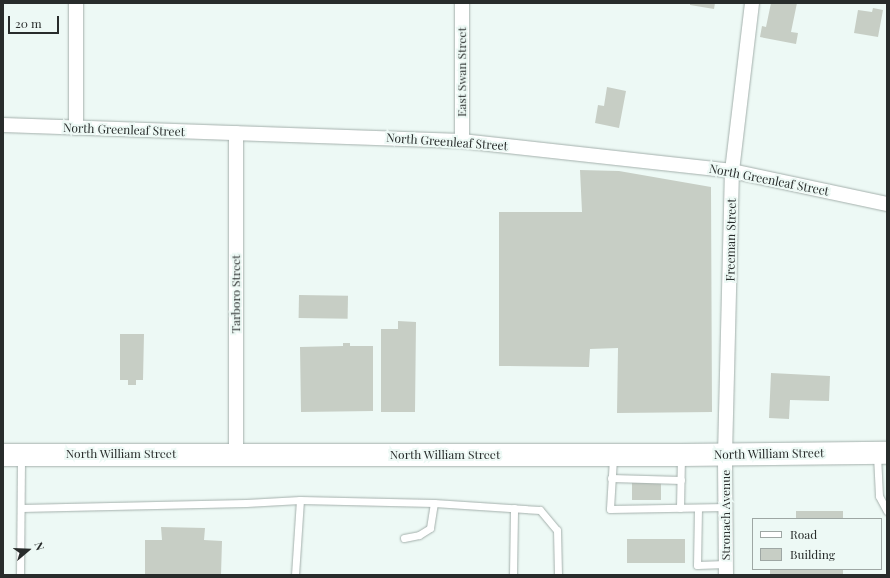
<!DOCTYPE html>
<html>
<head>
<meta charset="utf-8">
<style>
  body { margin:0 }
  #map { position:relative; width:890px; height:578px; overflow:hidden; background:#edf9f5; font-family:"Playfair Display",serif }
  div>[style] { position:absolute }
  .building>* { inset:0; background:#c7cec5; transform-origin:0 0 }
  .roads { filter:drop-shadow(0 0 1px #a4b0ac) drop-shadow(0 0 1px #a4b0ac) }
  .lane>* { height:7px; margin:-3.5px; padding:0 3.5px; transform-origin:3.5px; border-radius:3.5px; background:#fff }
  .street>* { height:14px; margin:-7px; padding:0 7px; transform-origin:7px; border-radius:7px; background:#fff }
  .primary>* { height:22px; margin:-11px; padding:0 11px; transform-origin:11px; border-radius:11px; background:#fff }
  span { translate:-50% -50%; white-space:nowrap; text-align:center; line-height:1.15; -webkit-text-stroke:4px #edf9f5; paint-order:stroke }
  .street-label { font-size:12px; color:#282c2b }
  .frame { position:absolute; inset:0; border:4px solid #282c2b; pointer-events:none }
  .legend { position:absolute; left:752px; top:518px; width:130px; height:52px; box-sizing:border-box; background:#edf9f5; border:1px solid #9ea7a4; margin:0; padding:5px 7px; list-style:none; font-size:12px; color:#282c2b }
  .legend li { display:flex; align-items:center; gap:8px; height:20px }
  .legend b { width:20px; border:1px solid #9ea7a4 }
  .north { position:absolute; left:8px; top:530px; width:40px; height:40px; -webkit-text-stroke:3px #edf9f5; paint-order:stroke; rotate:71deg; font-size:11px; font-weight:700; line-height:16px; text-align:center; color:#282c2b }
  .north::after { content:''; display:block; margin:auto; width:14px; height:18px; background:#282c2b; clip-path:polygon(50% 0,100% 100%,50% 72%,0 100%) }
  .scale { position:absolute; left:8px; top:16px; width:51px; height:18px; box-sizing:border-box; border:2px solid #282c2b; border-top:0; padding-left:5px; font-size:12px; line-height:14px; white-space:nowrap; color:#282c2b; -webkit-text-stroke:3px #edf9f5; paint-order:stroke }
</style>
</head>
<body>
<div id="map">
  <div class="building">
    <div style="clip-path:polygon(690px 3px,715px 3px,714px 9px,690px 5px)"></div>
    <div style="clip-path:polygon(771px 3px,797px 3px,791px 32px,798px 33px,796px 44px,760px 37px,762px 26px,766px 27px)"></div>
    <div style="clip-path:polygon(873px 8px,883px 10px,878px 37px,854px 33px,858px 10px,872px 12px)"></div>
    <div style="clip-path:polygon(607px 87px,626px 91px,619px 128px,595px 123px,598px 105px,604px 106px)"></div>
    <div style="clip-path:polygon(580px 170px,619px 171px,711px 187px,712px 412px,617px 413px,618px 348px,590px 349px,589px 367px,499px 366px,499px 212px,582px 212px)"></div>
    <div style="left:299px;top:295px;width:49px;height:23px;rotate:1deg"></div>
    <div style="clip-path:polygon(398px 321px,416px 322px,415px 412px,381px 412px,381px 329px,398px 329px)"></div>
    <div style="clip-path:polygon(120px 334px,144px 334px,143px 380px,136px 380px,136px 385px,128px 385px,128px 380px,120px 380px)"></div>
    <div style="clip-path:polygon(343px 343px,350px 343px,350px 346px,373px 346px,373px 411px,301px 412px,300px 347px,343px 346px)"></div>
    <div style="clip-path:polygon(771px 373px,830px 376px,829px 401px,790px 400px,789px 419px,769px 418px)"></div>
    <div style="left:632px;top:482px;width:29px;height:18px"></div>
    <div style="left:796px;top:511px;width:47px;height:8px"></div>
    <div style="clip-path:polygon(161px 527px,205px 528px,204px 540px,222px 541px,221px 575px,145px 575px,145px 540px,162px 540px)"></div>
    <div style="left:627px;top:539px;width:58px;height:24px"></div>
    <div style="left:770px;top:569px;width:73px;height:6px"></div>
  </div>
  <div class="roads">
    <div class="lane">
      <div style="left:877px;top:455px;width:41px;rotate:87.2deg"></div>
      <div style="left:879px;top:496px;width:17px;rotate:62deg"></div>
      <div style="left:613px;top:458px;width:51px;rotate:93.4deg"></div>
      <div style="left:610px;top:509px;width:116px;rotate:-1deg"></div>
      <div style="left:611px;top:478px;width:70px;rotate:1.6deg"></div>
      <div style="left:21px;top:508px;width:225px;rotate:-1.3deg"></div>
      <div style="left:246px;top:503px;width:54px;rotate:-3.2deg"></div>
      <div style="left:300px;top:500px;width:134px;rotate:1.3deg"></div>
      <div style="left:434px;top:503px;width:106px;rotate:3.8deg"></div>
      <div style="left:540px;top:510px;width:26px;rotate:50deg"></div>
      <div style="left:557px;top:530px;width:45px;rotate:88.7deg"></div>
      <div style="left:680px;top:508px;width:50px;rotate:-88.9deg"></div>
      <div style="left:698px;top:508px;width:57px;rotate:91deg"></div>
      <div style="left:697px;top:565px;width:29px;rotate:-2deg"></div>
      <div style="left:404px;top:538px;width:15px;rotate:-11deg"></div>
      <div style="left:419px;top:535px;width:13px;rotate:-32deg"></div>
      <div style="left:430px;top:528px;width:25px;rotate:-81deg"></div>
      <div style="left:20px;top:575px;width:118px;rotate:-89.5deg"></div>
      <div style="left:295px;top:575px;width:75px;rotate:-86.2deg"></div>
      <div style="left:513px;top:575px;width:67px;rotate:-89.1deg"></div>
    </div>
    <div class="street">
      <div style="left:76px;top:3px;width:125px;rotate:90deg"></div>
      <div style="left:3px;top:125px;width:459px;rotate:2deg"></div>
      <div style="left:462px;top:141px;width:272px;rotate:6.3deg"></div>
      <div style="left:732px;top:171px;width:158px;rotate:12deg"></div>
      <div style="left:462px;top:141px;width:138px;rotate:-90deg"></div>
      <div style="left:236px;top:454px;width:321px;rotate:-90deg"></div>
      <div style="left:726px;top:575px;width:120px;rotate:-90.5deg"></div>
      <div style="left:725px;top:455px;width:284px;rotate:-88.6deg"></div>
      <div style="left:732px;top:171px;width:169px;rotate:-83.2deg"></div>
    </div>
    <div class="primary">
      <div style="left:3px;top:455px;width:678px"></div>
      <div style="left:681px;top:455px;width:206px;rotate:-0.6deg"></div>
    </div>
  </div>
  <div class="street-label">
    <span style="left:462px;top:72px;rotate:-90deg">East Swan Street</span>
    <span style="left:124px;top:130px;rotate:2deg">North Greenleaf Street</span>
    <span style="left:447px;top:142px;rotate:4deg">North Greenleaf Street</span>
    <span style="left:769px;top:180px;rotate:11deg">North Greenleaf Street</span>
    <span style="left:731px;top:240px;rotate:-89deg">Freeman Street</span>
    <span style="left:236px;top:294px;rotate:-90deg">Tarboro Street</span>
    <span style="left:121px;top:454px">North William Street</span>
    <span style="left:769px;top:454px;rotate:-1deg">North William Street</span>
    <span style="left:445px;top:455px">North William Street</span>
    <span style="left:726px;top:515px;rotate:-90deg">Stronach Avenue</span>
  </div>
  <div class="frame"></div>
  <ul class="legend">
  <li><b style="height:5px;background:#fff"></b>Road</li>
  <li><b style="height:11px;background:#c7cec5"></b>Building</li>
  </ul>
  <div class="north">N</div>
  <div class="scale">20 m</div>
</div>
</body>
</html>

###

Exercise description: Exactly reproduce the run of lines from the start of the listing through the line with "height:7px; margin:-3.5px; padding:0", inclusive; pictures are not copied.

Completed exercise:
<!DOCTYPE html>
<html>
<head>
<meta charset="utf-8">
<style>
  body { margin:0 }
  #map { position:relative; width:890px; height:578px; overflow:hidden; background:#edf9f5; font-family:"Playfair Display",serif }
  div>[style] { position:absolute }
  .building>* { inset:0; background:#c7cec5; transform-origin:0 0 }
  .roads { filter:drop-shadow(0 0 1px #a4b0ac) drop-shadow(0 0 1px #a4b0ac) }
  .lane>* { height:7px; margin:-3.5px; padding:0 3.5px; transform-origin:3.5px; border-radius:3.5px; background:#fff }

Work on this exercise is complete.